*** Provided records
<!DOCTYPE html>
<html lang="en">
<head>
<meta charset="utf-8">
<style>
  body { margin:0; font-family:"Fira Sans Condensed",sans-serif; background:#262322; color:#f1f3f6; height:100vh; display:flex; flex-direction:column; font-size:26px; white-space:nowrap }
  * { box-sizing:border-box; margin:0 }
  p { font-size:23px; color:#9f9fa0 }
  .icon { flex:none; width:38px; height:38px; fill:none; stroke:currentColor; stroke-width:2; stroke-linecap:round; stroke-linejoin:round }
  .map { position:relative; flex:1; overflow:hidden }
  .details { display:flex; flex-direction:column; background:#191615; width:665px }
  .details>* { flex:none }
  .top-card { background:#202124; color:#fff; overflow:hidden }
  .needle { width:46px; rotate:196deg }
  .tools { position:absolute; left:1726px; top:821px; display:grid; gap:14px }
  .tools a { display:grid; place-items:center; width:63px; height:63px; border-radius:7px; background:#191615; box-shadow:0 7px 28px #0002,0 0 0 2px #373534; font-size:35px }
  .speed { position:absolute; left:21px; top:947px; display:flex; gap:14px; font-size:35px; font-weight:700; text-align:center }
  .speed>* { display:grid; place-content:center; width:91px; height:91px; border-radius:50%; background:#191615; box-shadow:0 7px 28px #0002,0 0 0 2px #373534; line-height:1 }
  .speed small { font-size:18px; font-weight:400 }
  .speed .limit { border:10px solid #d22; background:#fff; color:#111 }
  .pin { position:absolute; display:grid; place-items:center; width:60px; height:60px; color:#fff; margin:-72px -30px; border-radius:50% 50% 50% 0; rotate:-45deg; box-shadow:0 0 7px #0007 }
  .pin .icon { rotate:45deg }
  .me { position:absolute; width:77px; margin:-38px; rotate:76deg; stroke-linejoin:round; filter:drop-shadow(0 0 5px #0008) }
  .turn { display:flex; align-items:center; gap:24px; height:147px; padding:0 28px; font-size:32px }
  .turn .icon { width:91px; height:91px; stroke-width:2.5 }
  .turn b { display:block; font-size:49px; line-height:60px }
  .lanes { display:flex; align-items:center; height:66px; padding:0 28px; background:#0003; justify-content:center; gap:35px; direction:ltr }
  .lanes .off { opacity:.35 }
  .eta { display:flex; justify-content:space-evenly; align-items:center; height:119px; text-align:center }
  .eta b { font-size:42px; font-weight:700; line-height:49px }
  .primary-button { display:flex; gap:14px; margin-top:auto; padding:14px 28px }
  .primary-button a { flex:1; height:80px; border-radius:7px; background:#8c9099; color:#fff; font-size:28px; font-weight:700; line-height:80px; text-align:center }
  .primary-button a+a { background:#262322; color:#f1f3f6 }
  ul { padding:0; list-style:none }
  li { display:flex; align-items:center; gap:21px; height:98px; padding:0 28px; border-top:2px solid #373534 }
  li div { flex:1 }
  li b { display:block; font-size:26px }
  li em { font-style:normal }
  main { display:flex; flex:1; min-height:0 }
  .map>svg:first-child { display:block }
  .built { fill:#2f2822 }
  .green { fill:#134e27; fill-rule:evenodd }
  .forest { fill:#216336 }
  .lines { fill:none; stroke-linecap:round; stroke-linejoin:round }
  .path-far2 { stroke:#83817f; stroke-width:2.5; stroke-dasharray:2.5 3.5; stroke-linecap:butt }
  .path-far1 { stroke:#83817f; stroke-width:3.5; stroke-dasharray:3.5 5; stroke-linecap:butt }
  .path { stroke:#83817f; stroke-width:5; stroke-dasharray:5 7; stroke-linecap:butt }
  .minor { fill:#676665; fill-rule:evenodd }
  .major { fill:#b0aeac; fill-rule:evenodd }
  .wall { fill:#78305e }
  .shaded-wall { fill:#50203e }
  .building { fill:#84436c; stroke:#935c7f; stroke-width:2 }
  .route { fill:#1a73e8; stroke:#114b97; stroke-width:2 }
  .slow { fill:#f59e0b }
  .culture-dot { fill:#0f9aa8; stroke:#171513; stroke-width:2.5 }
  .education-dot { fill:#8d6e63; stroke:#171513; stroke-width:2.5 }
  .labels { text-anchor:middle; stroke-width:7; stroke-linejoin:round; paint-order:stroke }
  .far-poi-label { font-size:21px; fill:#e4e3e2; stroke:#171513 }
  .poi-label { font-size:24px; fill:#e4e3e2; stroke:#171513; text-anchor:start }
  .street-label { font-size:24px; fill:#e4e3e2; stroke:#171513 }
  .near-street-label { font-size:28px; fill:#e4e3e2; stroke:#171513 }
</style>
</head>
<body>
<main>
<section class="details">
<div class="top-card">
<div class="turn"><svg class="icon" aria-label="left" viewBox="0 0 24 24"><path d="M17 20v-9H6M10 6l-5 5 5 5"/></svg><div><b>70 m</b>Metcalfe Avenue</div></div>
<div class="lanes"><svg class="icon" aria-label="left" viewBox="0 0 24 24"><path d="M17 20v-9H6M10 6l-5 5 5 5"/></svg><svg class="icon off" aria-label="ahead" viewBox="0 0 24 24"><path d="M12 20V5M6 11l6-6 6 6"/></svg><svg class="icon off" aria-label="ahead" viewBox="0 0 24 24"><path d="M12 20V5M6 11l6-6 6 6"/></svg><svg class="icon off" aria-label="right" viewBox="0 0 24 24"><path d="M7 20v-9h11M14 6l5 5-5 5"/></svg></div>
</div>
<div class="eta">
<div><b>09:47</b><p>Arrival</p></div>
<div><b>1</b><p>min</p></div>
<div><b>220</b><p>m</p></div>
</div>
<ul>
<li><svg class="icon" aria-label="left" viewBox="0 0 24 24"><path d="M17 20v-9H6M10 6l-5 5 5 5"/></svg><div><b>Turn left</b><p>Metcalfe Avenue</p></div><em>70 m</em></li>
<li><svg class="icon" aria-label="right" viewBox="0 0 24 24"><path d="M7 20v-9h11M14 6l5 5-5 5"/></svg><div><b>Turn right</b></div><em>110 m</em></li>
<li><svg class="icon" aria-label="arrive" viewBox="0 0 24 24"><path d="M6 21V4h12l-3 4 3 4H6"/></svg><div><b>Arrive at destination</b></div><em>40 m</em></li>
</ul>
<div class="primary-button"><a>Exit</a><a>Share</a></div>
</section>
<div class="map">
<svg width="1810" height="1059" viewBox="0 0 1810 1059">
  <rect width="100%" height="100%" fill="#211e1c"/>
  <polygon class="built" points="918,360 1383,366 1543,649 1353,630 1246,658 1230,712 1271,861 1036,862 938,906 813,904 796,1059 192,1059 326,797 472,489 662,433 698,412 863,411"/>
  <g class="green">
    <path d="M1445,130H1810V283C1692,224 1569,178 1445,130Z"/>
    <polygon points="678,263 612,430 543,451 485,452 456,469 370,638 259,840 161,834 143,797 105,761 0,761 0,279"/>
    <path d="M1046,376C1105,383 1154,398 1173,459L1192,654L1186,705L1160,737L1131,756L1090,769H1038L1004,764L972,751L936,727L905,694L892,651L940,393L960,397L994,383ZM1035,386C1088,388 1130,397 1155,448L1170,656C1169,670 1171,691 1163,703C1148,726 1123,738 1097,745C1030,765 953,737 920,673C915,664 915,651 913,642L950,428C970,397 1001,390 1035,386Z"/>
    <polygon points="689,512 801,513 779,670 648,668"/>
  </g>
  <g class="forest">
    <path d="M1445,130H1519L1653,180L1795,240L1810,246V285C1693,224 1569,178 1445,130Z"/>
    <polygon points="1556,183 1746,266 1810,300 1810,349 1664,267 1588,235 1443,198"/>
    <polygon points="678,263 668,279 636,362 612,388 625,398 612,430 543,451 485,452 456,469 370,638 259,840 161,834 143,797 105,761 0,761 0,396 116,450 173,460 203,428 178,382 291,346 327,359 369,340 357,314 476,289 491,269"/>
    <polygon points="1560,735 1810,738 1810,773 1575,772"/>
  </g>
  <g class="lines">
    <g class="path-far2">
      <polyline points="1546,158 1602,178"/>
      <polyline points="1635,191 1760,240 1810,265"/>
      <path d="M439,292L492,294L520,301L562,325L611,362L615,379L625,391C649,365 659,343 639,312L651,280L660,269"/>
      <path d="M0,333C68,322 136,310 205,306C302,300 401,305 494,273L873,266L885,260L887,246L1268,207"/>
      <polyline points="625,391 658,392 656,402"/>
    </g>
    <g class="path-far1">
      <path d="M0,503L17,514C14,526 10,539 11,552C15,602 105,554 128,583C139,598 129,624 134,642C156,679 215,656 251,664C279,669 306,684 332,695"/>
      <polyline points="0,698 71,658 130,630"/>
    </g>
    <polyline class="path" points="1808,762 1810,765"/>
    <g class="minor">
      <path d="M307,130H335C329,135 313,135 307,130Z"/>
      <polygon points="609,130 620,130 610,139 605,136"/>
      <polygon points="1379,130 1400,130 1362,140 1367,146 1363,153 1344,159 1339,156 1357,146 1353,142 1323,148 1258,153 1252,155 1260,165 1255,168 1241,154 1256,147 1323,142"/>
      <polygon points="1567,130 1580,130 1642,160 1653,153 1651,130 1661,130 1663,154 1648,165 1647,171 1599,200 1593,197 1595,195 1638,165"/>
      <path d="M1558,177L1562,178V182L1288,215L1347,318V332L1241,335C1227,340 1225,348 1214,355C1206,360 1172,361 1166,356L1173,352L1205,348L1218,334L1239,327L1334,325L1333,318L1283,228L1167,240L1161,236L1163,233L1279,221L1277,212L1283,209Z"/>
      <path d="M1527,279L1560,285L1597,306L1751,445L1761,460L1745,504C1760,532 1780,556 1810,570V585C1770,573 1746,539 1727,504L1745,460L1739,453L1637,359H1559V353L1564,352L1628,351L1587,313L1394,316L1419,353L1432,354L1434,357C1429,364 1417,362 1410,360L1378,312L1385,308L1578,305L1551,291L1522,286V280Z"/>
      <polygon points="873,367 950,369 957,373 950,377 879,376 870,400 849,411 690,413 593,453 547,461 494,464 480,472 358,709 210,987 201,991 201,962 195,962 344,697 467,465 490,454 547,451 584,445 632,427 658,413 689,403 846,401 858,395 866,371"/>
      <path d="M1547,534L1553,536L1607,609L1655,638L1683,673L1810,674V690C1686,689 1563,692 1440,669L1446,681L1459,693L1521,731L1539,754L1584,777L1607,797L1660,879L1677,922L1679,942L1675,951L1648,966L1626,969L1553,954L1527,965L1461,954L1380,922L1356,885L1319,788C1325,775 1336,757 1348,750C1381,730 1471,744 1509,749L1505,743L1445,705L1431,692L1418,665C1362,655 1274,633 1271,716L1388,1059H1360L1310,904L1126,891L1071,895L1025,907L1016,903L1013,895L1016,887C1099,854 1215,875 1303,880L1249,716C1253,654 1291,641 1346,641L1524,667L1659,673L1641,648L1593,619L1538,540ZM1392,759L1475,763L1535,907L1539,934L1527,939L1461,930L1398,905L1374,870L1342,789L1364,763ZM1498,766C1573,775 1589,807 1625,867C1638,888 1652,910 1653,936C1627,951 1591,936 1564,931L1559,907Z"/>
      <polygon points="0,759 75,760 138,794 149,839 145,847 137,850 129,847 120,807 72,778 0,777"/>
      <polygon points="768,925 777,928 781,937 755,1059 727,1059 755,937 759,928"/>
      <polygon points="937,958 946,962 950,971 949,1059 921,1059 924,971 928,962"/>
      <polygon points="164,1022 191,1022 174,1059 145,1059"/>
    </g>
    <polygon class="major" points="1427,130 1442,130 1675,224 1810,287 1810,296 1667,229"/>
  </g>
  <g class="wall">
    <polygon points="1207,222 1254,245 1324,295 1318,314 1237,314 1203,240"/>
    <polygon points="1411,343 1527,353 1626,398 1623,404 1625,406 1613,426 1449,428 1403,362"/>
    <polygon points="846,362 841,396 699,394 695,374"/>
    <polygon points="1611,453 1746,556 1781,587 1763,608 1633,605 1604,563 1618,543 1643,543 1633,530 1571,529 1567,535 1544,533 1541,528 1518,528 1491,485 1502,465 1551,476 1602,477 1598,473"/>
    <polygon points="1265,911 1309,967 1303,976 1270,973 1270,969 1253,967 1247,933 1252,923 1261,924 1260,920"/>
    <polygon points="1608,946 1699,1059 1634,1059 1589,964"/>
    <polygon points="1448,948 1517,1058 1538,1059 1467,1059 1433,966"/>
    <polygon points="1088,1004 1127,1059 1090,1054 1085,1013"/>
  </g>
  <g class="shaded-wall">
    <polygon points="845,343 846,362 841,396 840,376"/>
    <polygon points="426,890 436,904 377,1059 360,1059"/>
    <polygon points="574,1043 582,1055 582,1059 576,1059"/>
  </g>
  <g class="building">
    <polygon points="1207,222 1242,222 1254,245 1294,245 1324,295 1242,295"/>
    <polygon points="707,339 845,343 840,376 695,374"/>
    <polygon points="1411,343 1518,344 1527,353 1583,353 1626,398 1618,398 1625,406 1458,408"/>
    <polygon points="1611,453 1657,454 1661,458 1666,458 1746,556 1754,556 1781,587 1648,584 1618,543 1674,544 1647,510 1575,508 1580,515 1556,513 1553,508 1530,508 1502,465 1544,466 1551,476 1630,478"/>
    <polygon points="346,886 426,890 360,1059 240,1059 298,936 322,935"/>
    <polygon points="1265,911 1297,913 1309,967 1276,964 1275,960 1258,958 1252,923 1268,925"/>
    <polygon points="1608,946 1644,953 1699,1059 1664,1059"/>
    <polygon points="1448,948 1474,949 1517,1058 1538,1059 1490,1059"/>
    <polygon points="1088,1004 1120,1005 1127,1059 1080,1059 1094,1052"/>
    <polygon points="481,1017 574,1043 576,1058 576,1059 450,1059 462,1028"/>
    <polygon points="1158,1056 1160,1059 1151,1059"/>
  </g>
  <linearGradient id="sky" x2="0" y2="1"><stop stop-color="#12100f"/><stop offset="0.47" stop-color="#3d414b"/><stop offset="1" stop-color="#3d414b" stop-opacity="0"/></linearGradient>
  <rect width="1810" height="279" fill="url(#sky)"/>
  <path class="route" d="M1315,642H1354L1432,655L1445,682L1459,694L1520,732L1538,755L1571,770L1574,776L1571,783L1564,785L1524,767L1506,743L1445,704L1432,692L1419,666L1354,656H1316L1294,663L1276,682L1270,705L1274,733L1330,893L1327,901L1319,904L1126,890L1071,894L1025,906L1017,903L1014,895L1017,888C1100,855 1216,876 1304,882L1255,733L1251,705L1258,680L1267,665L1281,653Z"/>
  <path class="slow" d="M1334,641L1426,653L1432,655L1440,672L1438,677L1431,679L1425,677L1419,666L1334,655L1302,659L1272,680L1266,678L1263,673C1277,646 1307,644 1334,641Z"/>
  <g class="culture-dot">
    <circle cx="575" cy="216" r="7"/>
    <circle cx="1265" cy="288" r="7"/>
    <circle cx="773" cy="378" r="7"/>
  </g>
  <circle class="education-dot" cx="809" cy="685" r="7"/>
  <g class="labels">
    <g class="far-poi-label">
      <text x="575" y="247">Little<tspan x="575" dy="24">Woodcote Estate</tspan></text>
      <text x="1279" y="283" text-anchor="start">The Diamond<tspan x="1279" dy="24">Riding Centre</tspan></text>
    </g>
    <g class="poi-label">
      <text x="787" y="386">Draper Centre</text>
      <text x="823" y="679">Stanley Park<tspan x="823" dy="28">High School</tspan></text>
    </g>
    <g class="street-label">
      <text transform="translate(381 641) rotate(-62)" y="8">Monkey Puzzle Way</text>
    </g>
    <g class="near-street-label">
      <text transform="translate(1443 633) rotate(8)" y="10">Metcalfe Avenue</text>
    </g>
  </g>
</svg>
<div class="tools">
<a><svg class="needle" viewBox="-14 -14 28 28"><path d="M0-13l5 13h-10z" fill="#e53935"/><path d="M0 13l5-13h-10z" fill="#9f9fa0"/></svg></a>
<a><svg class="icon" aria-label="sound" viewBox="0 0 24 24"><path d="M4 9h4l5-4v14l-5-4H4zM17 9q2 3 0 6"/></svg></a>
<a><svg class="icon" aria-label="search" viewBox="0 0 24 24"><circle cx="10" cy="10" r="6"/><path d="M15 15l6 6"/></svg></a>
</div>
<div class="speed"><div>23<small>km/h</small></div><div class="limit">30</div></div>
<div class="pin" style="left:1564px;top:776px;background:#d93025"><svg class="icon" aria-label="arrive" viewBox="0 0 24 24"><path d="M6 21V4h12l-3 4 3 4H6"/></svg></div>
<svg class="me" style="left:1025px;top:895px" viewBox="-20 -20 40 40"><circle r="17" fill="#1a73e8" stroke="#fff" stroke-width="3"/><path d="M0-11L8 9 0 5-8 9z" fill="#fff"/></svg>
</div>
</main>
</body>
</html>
******
**What is expected:** Send back an exact copy of only the lines from the line with "display:flex; flex-direction:column; background:#191615;" up to and including the line with "position:absolute; left:1726px; top:821px;" in the data above.

**Solution for this task:**
  .details { display:flex; flex-direction:column; background:#191615; width:665px }
  .details>* { flex:none }
  .top-card { background:#202124; color:#fff; overflow:hidden }
  .needle { width:46px; rotate:196deg }
  .tools { position:absolute; left:1726px; top:821px; display:grid; gap:14px }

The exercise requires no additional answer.